[INPUT Boundary: Start]

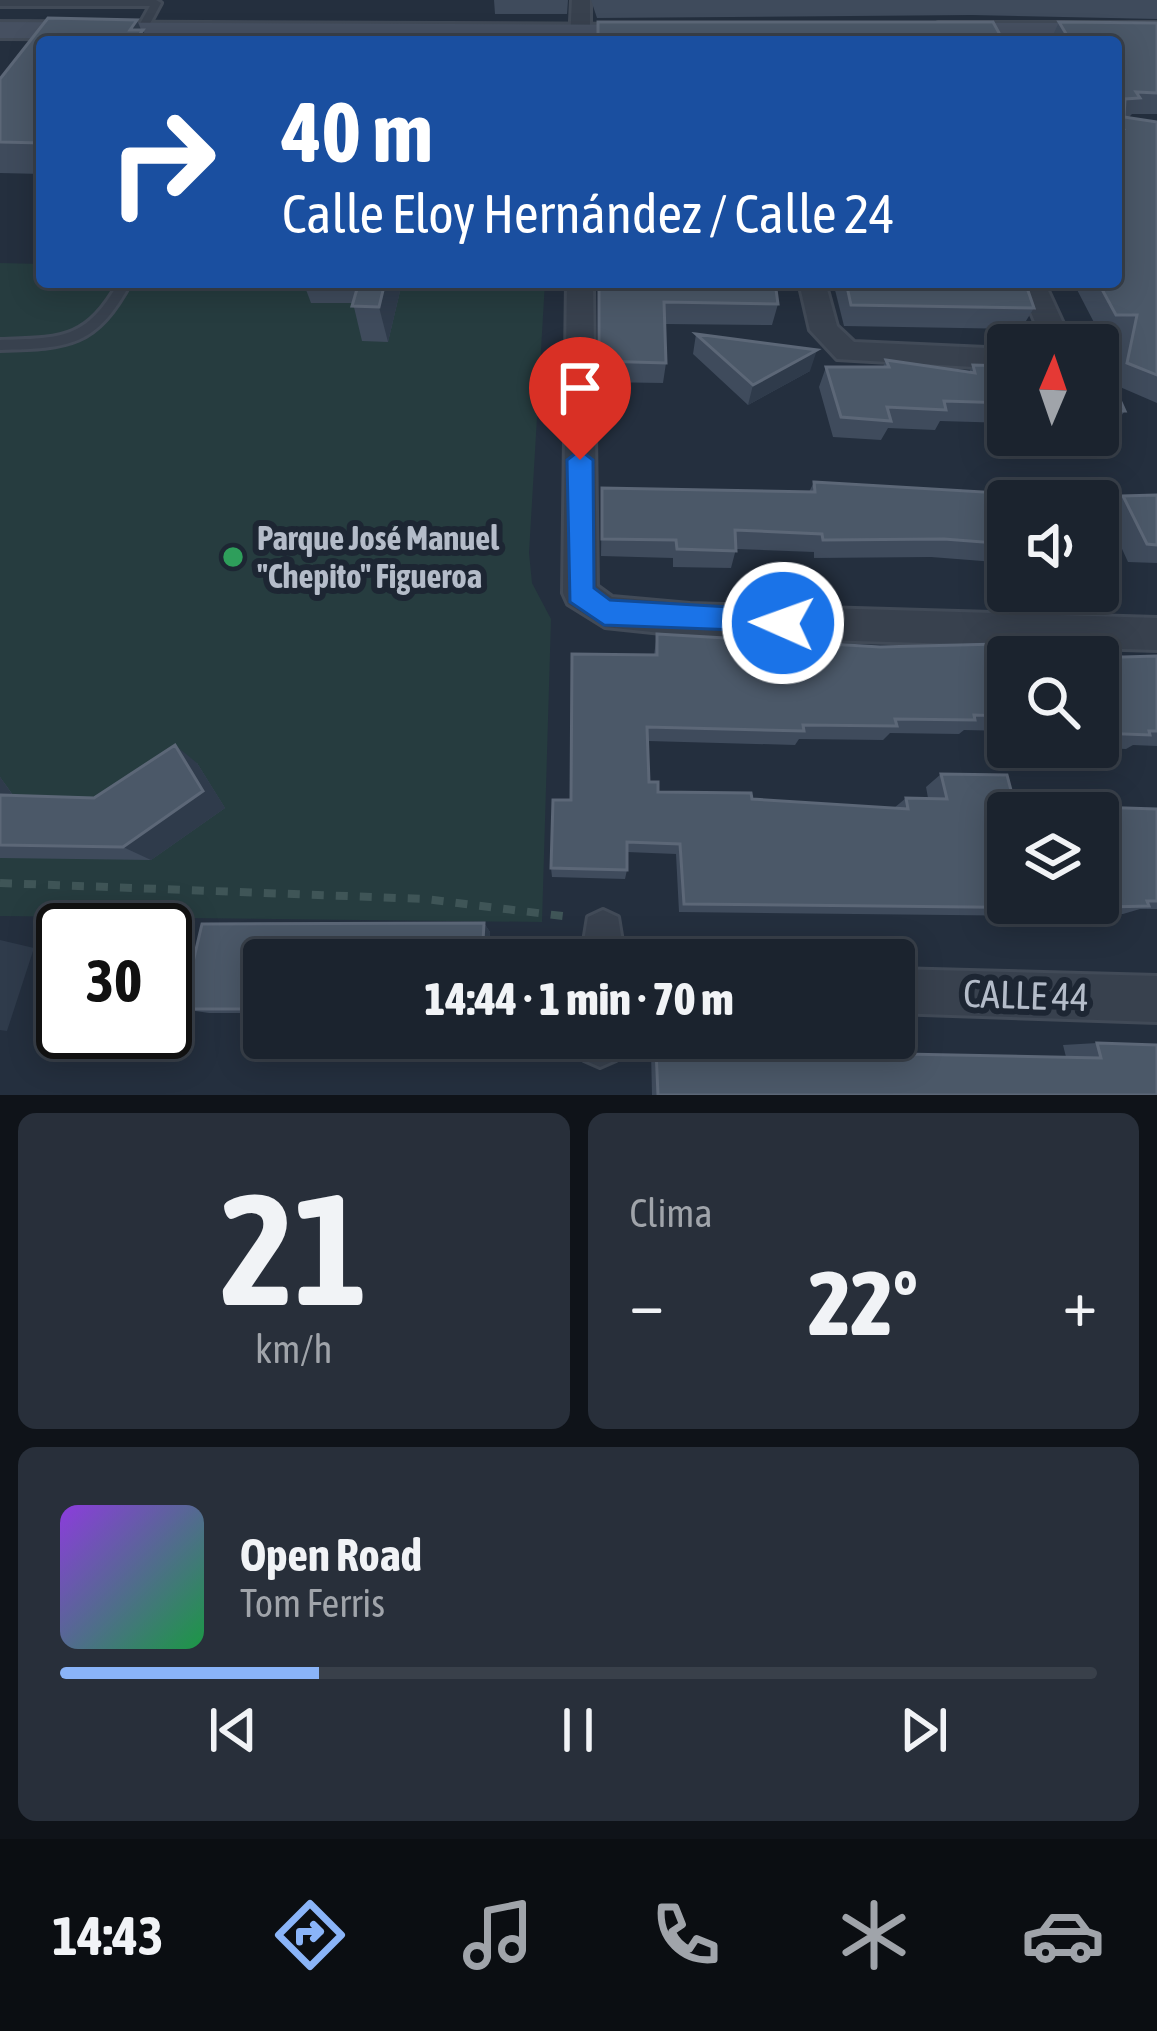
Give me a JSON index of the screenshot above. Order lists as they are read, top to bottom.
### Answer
{
  "streets": {
    "street": ["CALLE 44"]
  },
  "places": ["Parque José Manuel \"Chepito\" Figueroa"],
  "north": "top",
  "page": {
    "turn": ["40 m", "Calle Eloy Hernández / Calle 24"],
    "limit": "30",
    "trip": "14:44 · 1 min · 70 m",
    "tile": [
      ["21", "km/h"],
      "Clima"
    ],
    "heat": ["−", "22°", "+"],
    "song": ["Open Road", "Tom Ferris"],
    "tabs": "14:43"
  }
}
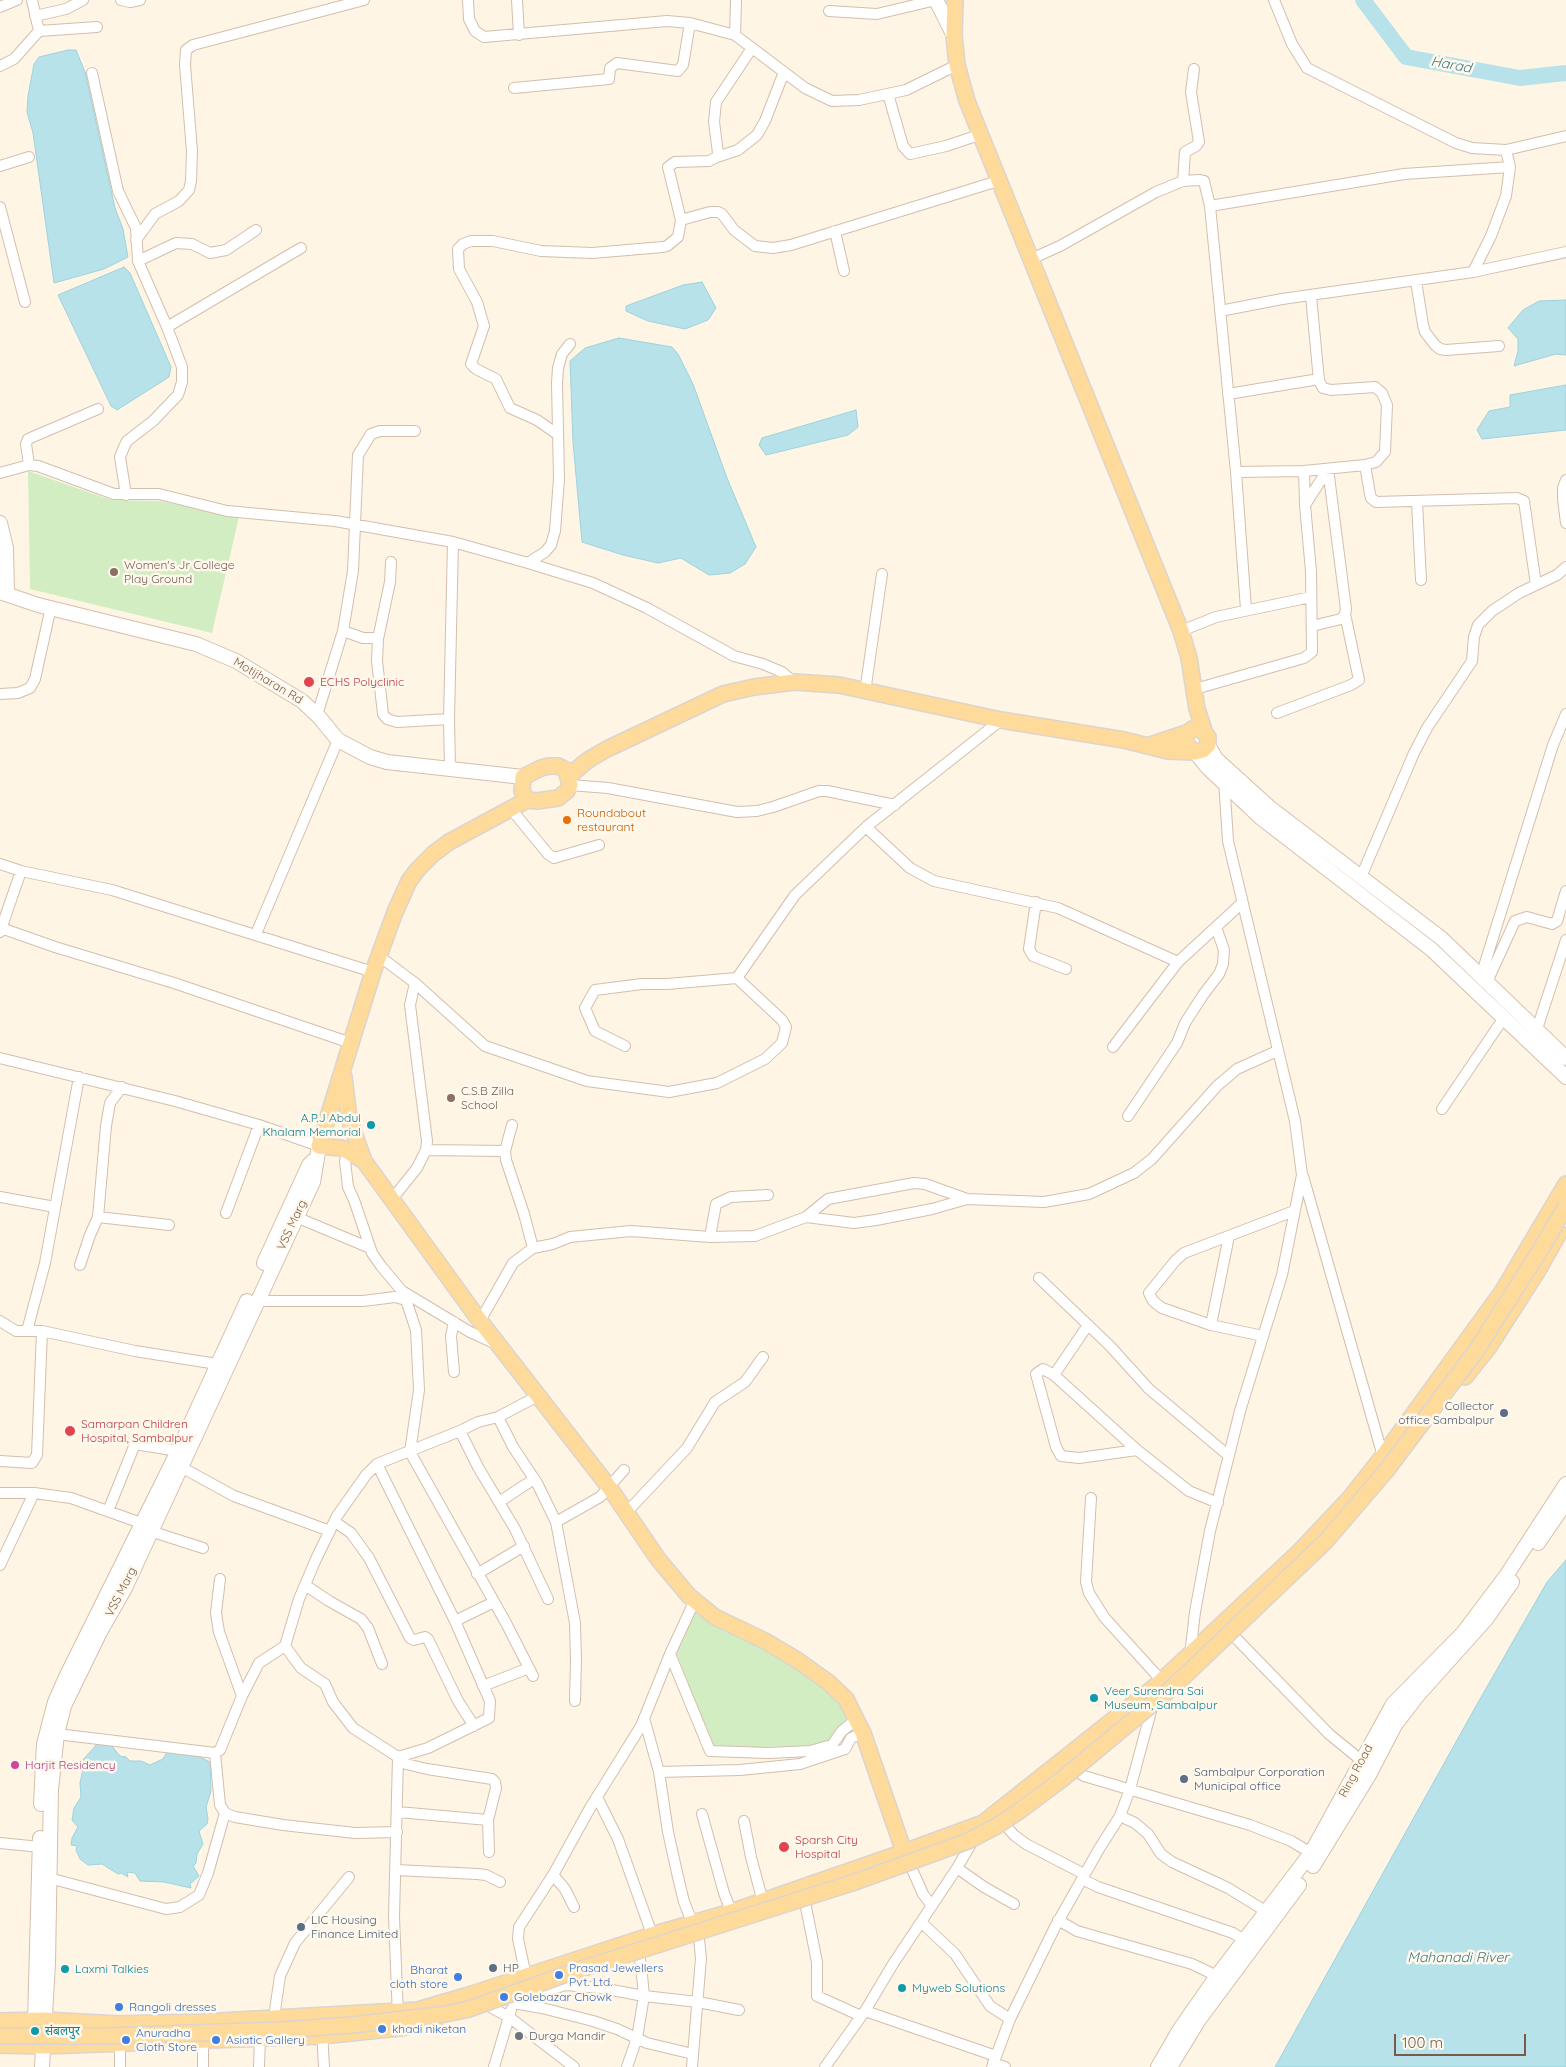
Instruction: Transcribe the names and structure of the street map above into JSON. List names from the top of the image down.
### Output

[INPUT Boundary: End]

• EXERCISE INSTRUCTIONS
In your answer, repeat all the entries exactly, but leave out the pictures.

• ANSWER BOX
Give me a JSON index of the screenshot above. Order lists as they are read, top to bottom.
### Answer
{
  "streets": {
    "street": ["CALLE 44"]
  },
  "places": ["Parque José Manuel \"Chepito\" Figueroa"],
  "north": "top",
  "page": {
    "turn": ["40 m", "Calle Eloy Hernández / Calle 24"],
    "limit": "30",
    "trip": "14:44 · 1 min · 70 m",
    "tile": [
      ["21", "km/h"],
      "Clima"
    ],
    "heat": ["−", "22°", "+"],
    "song": ["Open Road", "Tom Ferris"],
    "tabs": "14:43"
  }
}
Instruction: Transcribe the names and structure of the street map above into JSON. List names from the top of the image down.
### Output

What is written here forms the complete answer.